TASK DETAILS: Exactly reproduce all the records, keeping pictures out of the copy.

DATA TO PROCESS:

+ + + + + + +

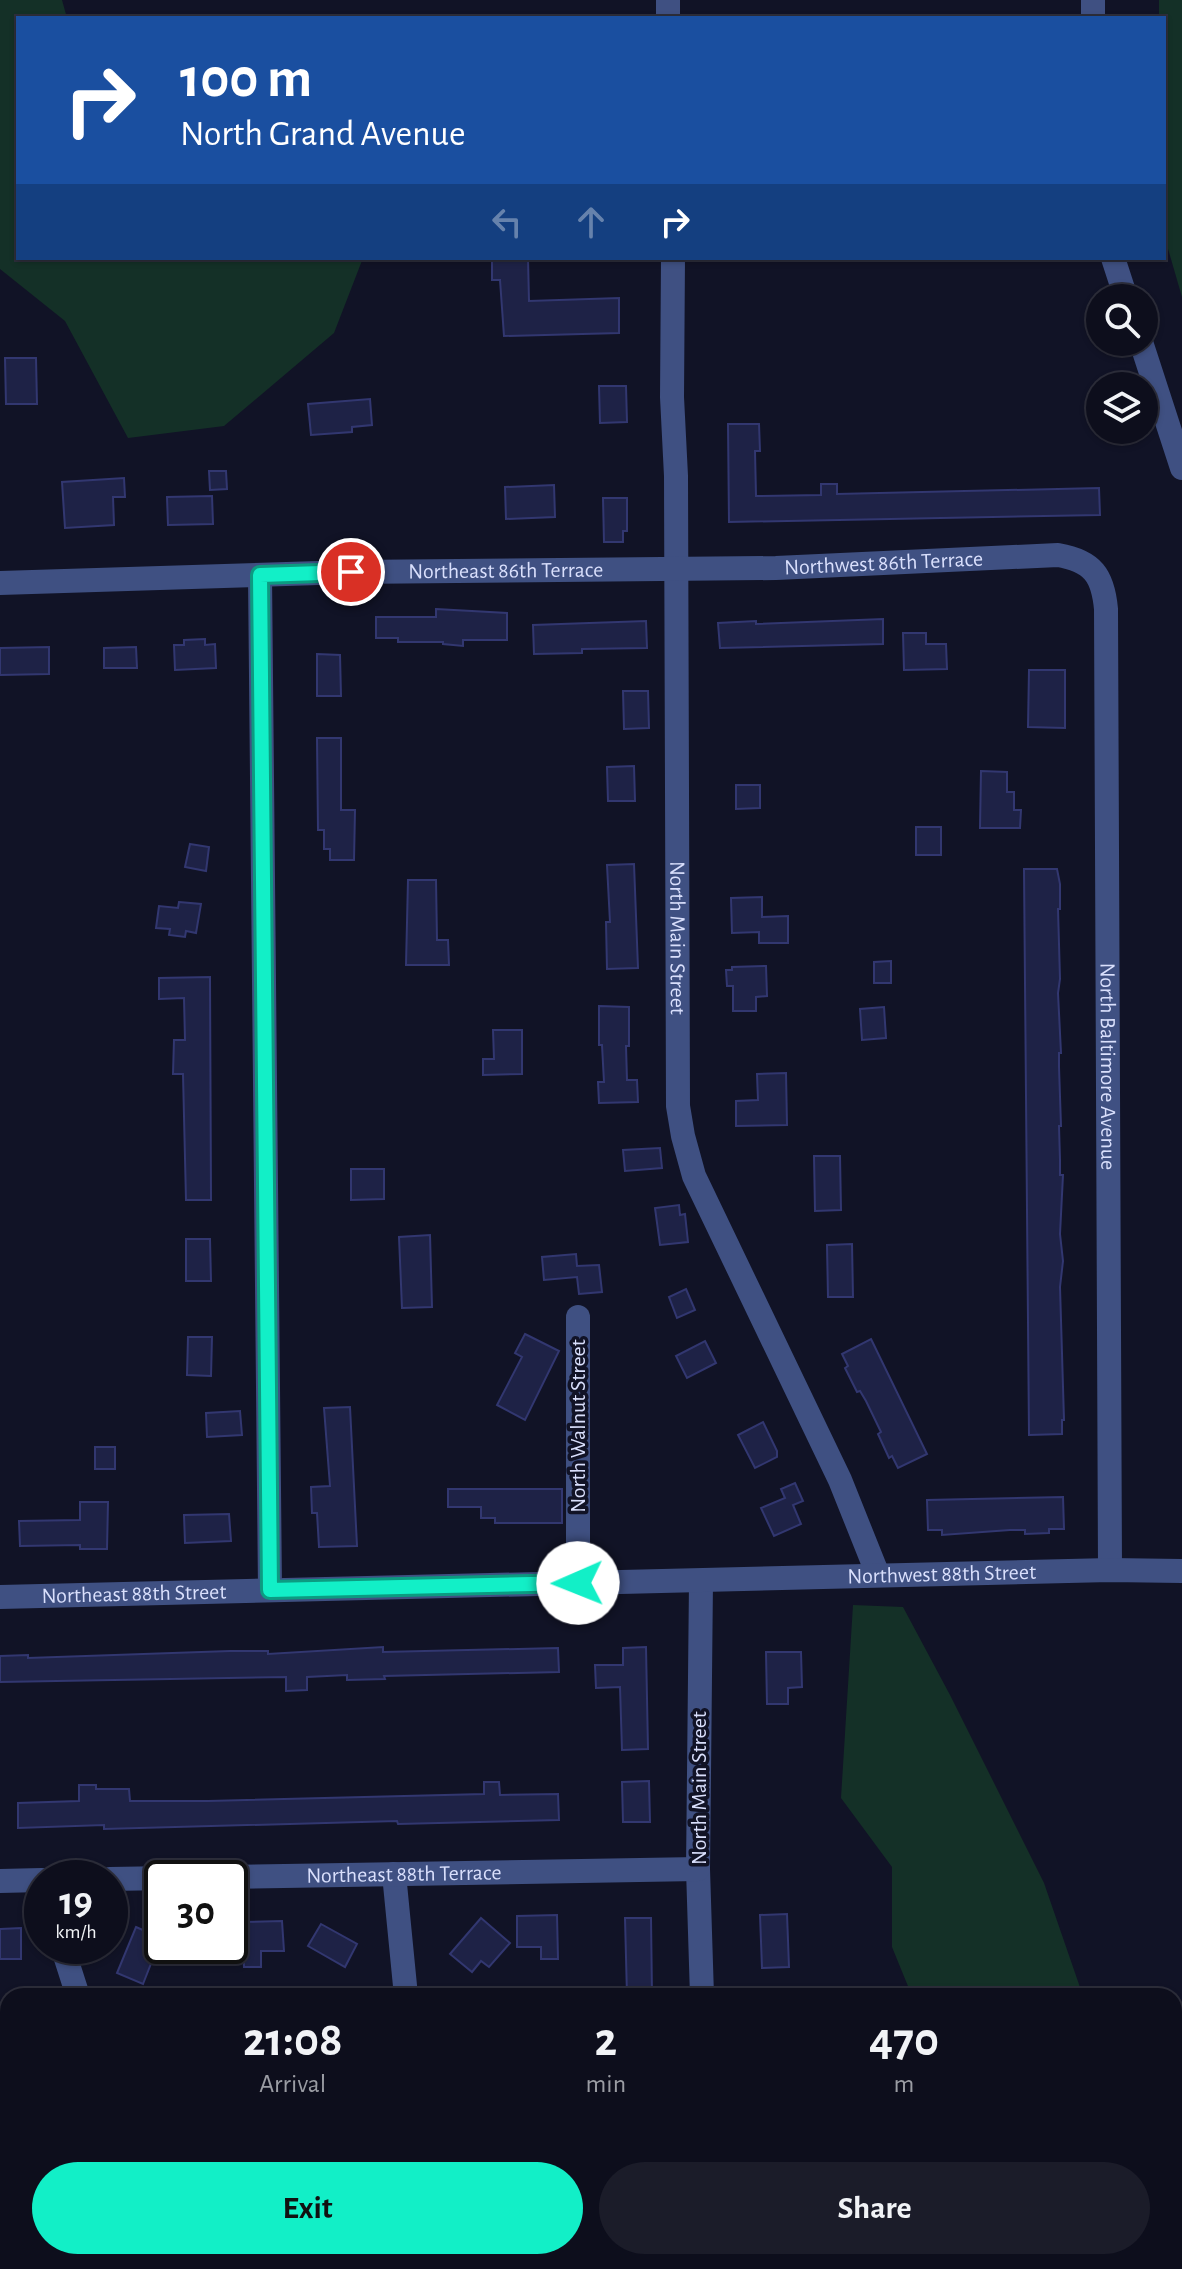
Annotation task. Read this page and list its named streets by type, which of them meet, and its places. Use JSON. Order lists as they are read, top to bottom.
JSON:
{
  "streets": {
    "street": [
      "Northwest 86th Terrace",
      "Northeast 86th Terrace",
      "North Main Street",
      "North Baltimore Avenue",
      "North Walnut Street",
      "Northwest 88th Street",
      "Northeast 88th Street",
      "Northeast 88th Terrace"
    ]
  },
  "crossings": [
    ["Northwest 86th Terrace", "Northeast 86th Terrace"],
    ["Northwest 86th Terrace", "North Main Street"],
    ["Northwest 86th Terrace", "North Baltimore Avenue"],
    ["Northeast 86th Terrace", "North Main Street"],
    ["North Main Street", "Northwest 88th Street"],
    ["North Main Street", "Northeast 88th Street"],
    ["North Main Street", "Northeast 88th Terrace"],
    ["North Baltimore Avenue", "Northwest 88th Street"],
    ["North Walnut Street", "Northeast 88th Street"],
    ["Northwest 88th Street", "Northeast 88th Street"]
  ],
  "page": {
    "turn": ["100 m", "North Grand Avenue"],
    "speed": "19 km/h",
    "limit": "30",
    "eta": [
      "21:08",
      "Arrival",
      "2",
      "min",
      "470",
      "m"
    ],
    "buttons": ["Exit", "Share"]
  }
}
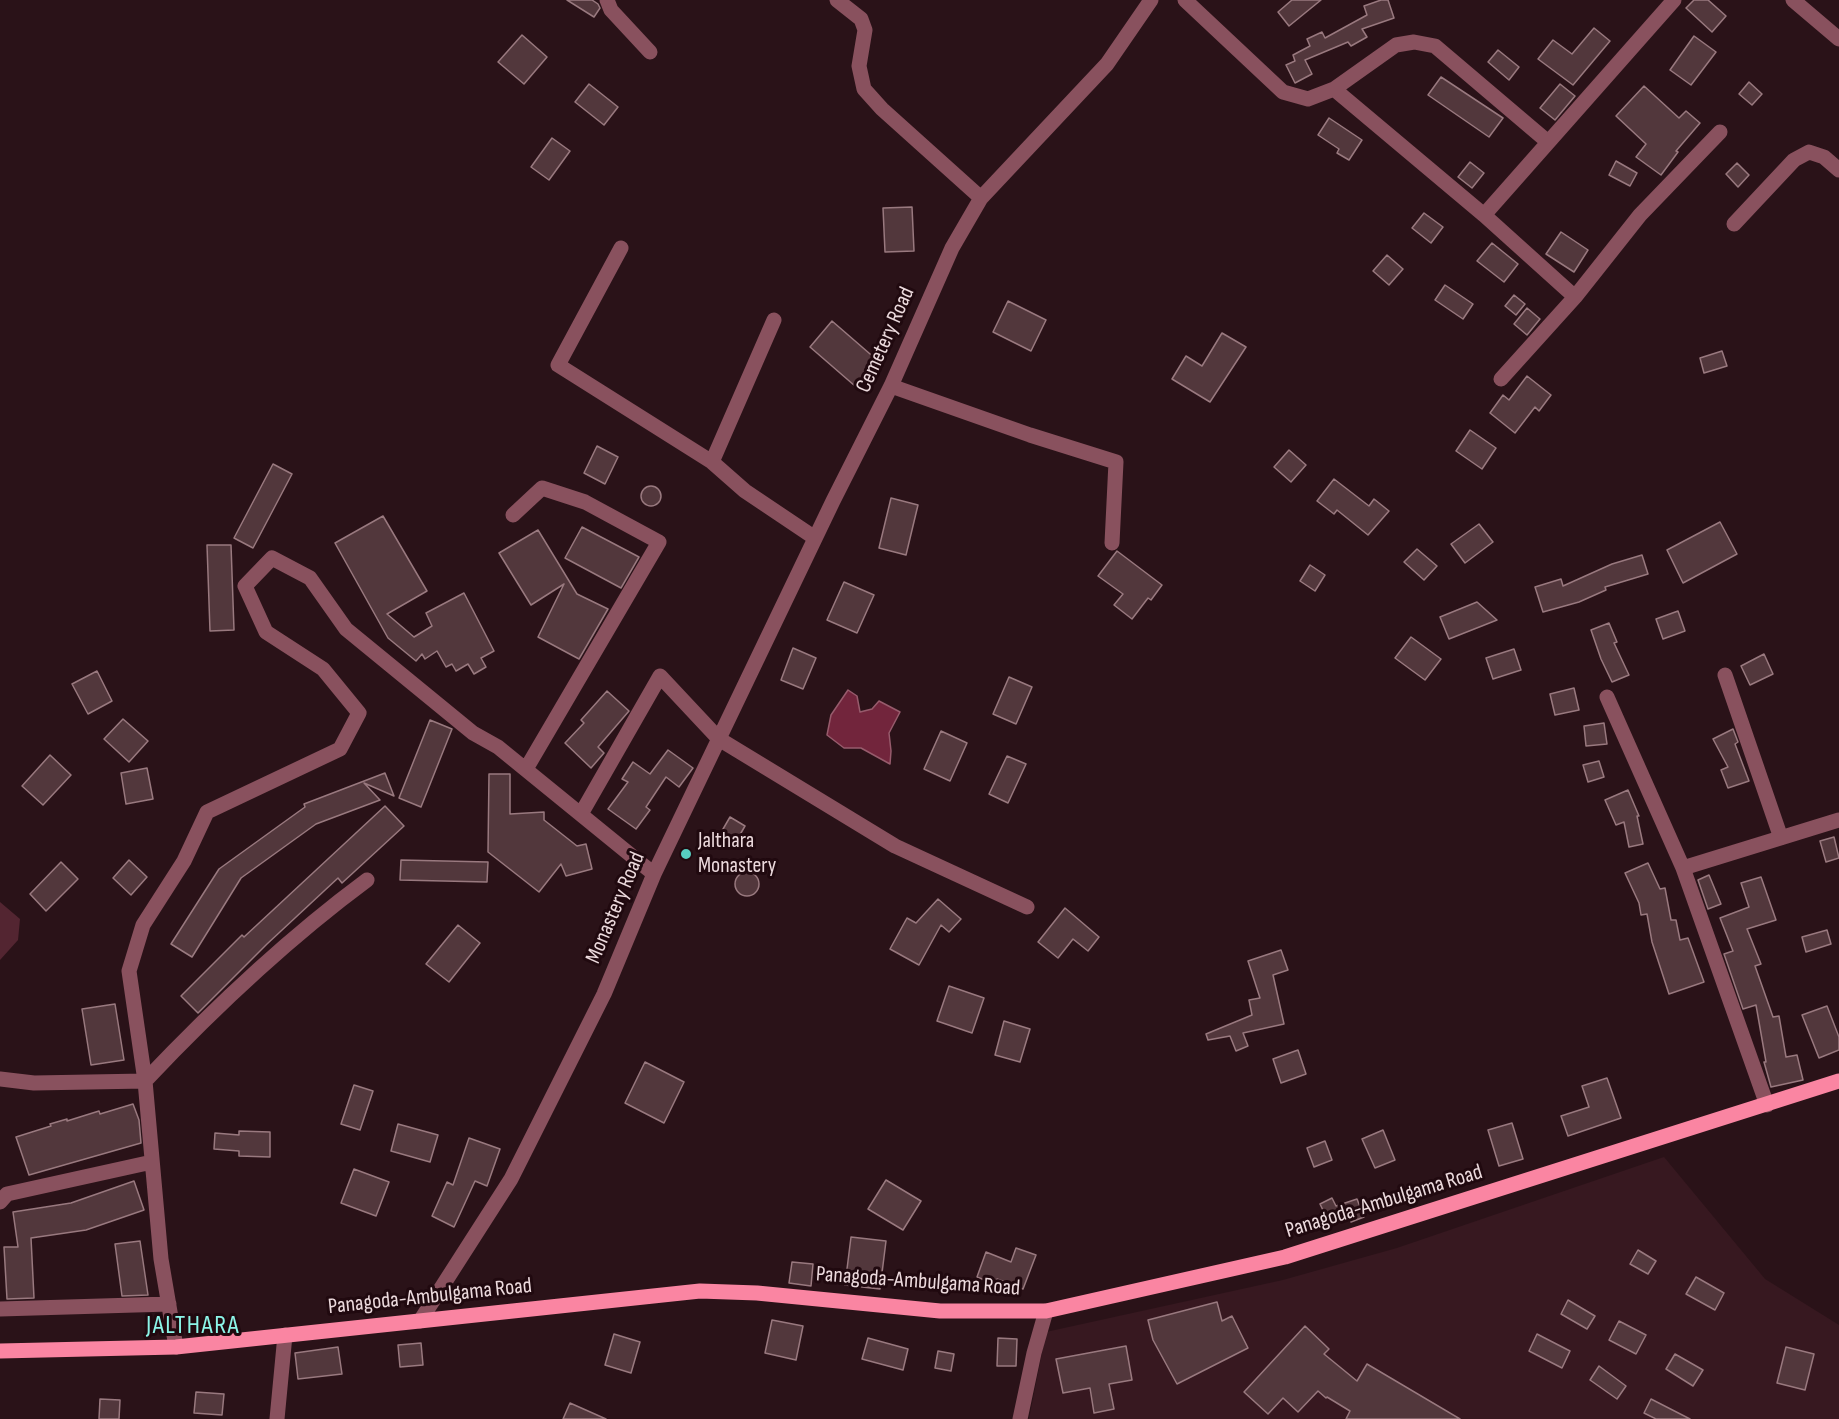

+ + + + + + +

SOLUTION TO THIS TASK:
Annotation task. Read this page and list its named streets by type, which of them meet, and its places. Use JSON. Order lists as they are read, top to bottom.
JSON:
{
  "streets": {
    "street": [
      "Northwest 86th Terrace",
      "Northeast 86th Terrace",
      "North Main Street",
      "North Baltimore Avenue",
      "North Walnut Street",
      "Northwest 88th Street",
      "Northeast 88th Street",
      "Northeast 88th Terrace"
    ]
  },
  "crossings": [
    ["Northwest 86th Terrace", "Northeast 86th Terrace"],
    ["Northwest 86th Terrace", "North Main Street"],
    ["Northwest 86th Terrace", "North Baltimore Avenue"],
    ["Northeast 86th Terrace", "North Main Street"],
    ["North Main Street", "Northwest 88th Street"],
    ["North Main Street", "Northeast 88th Street"],
    ["North Main Street", "Northeast 88th Terrace"],
    ["North Baltimore Avenue", "Northwest 88th Street"],
    ["North Walnut Street", "Northeast 88th Street"],
    ["Northwest 88th Street", "Northeast 88th Street"]
  ],
  "page": {
    "turn": ["100 m", "North Grand Avenue"],
    "speed": "19 km/h",
    "limit": "30",
    "eta": [
      "21:08",
      "Arrival",
      "2",
      "min",
      "470",
      "m"
    ],
    "buttons": ["Exit", "Share"]
  }
}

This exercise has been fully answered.